*** Opening RECORDS ***

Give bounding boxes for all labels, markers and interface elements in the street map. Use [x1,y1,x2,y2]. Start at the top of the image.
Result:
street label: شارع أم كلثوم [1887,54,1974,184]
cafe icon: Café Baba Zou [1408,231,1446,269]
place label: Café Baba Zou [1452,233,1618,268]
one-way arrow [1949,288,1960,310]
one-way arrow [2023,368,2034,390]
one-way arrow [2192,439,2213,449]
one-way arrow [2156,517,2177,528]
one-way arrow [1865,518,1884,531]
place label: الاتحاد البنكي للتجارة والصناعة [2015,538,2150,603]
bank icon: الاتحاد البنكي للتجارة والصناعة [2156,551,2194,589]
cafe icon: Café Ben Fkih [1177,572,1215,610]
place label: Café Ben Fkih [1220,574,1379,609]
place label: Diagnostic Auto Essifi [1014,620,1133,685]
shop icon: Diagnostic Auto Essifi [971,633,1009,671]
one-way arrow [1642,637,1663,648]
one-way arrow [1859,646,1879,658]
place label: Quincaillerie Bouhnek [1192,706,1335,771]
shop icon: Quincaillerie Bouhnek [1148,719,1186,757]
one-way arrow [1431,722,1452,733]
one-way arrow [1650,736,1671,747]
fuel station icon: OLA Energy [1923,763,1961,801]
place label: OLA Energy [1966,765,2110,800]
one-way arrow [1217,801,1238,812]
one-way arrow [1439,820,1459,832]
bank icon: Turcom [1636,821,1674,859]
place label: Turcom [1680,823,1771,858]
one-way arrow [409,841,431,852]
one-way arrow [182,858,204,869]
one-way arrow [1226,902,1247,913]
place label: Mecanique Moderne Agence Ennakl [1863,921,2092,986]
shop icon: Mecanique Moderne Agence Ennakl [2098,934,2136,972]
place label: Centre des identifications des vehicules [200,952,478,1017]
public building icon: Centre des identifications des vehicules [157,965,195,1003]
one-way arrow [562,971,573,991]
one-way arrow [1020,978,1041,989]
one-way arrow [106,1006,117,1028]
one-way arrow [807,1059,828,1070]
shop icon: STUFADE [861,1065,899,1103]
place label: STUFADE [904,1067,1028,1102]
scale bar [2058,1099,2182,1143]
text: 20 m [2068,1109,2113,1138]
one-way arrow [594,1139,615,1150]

*** Closing RECORDS ***

REQUIREMENT ▸ An exact copy of every record is needed; write it out in full.

RESULT OF THE EXERCISE ▸
Give bounding boxes for all labels, markers and interface elements in the street map. Use [x1,y1,x2,y2]. Start at the top of the image.
Result:
street label: شارع أم كلثوم [1887,54,1974,184]
cafe icon: Café Baba Zou [1408,231,1446,269]
place label: Café Baba Zou [1452,233,1618,268]
one-way arrow [1949,288,1960,310]
one-way arrow [2023,368,2034,390]
one-way arrow [2192,439,2213,449]
one-way arrow [2156,517,2177,528]
one-way arrow [1865,518,1884,531]
place label: الاتحاد البنكي للتجارة والصناعة [2015,538,2150,603]
bank icon: الاتحاد البنكي للتجارة والصناعة [2156,551,2194,589]
cafe icon: Café Ben Fkih [1177,572,1215,610]
place label: Café Ben Fkih [1220,574,1379,609]
place label: Diagnostic Auto Essifi [1014,620,1133,685]
shop icon: Diagnostic Auto Essifi [971,633,1009,671]
one-way arrow [1642,637,1663,648]
one-way arrow [1859,646,1879,658]
place label: Quincaillerie Bouhnek [1192,706,1335,771]
shop icon: Quincaillerie Bouhnek [1148,719,1186,757]
one-way arrow [1431,722,1452,733]
one-way arrow [1650,736,1671,747]
fuel station icon: OLA Energy [1923,763,1961,801]
place label: OLA Energy [1966,765,2110,800]
one-way arrow [1217,801,1238,812]
one-way arrow [1439,820,1459,832]
bank icon: Turcom [1636,821,1674,859]
place label: Turcom [1680,823,1771,858]
one-way arrow [409,841,431,852]
one-way arrow [182,858,204,869]
one-way arrow [1226,902,1247,913]
place label: Mecanique Moderne Agence Ennakl [1863,921,2092,986]
shop icon: Mecanique Moderne Agence Ennakl [2098,934,2136,972]
place label: Centre des identifications des vehicules [200,952,478,1017]
public building icon: Centre des identifications des vehicules [157,965,195,1003]
one-way arrow [562,971,573,991]
one-way arrow [1020,978,1041,989]
one-way arrow [106,1006,117,1028]
one-way arrow [807,1059,828,1070]
shop icon: STUFADE [861,1065,899,1103]
place label: STUFADE [904,1067,1028,1102]
scale bar [2058,1099,2182,1143]
text: 20 m [2068,1109,2113,1138]
one-way arrow [594,1139,615,1150]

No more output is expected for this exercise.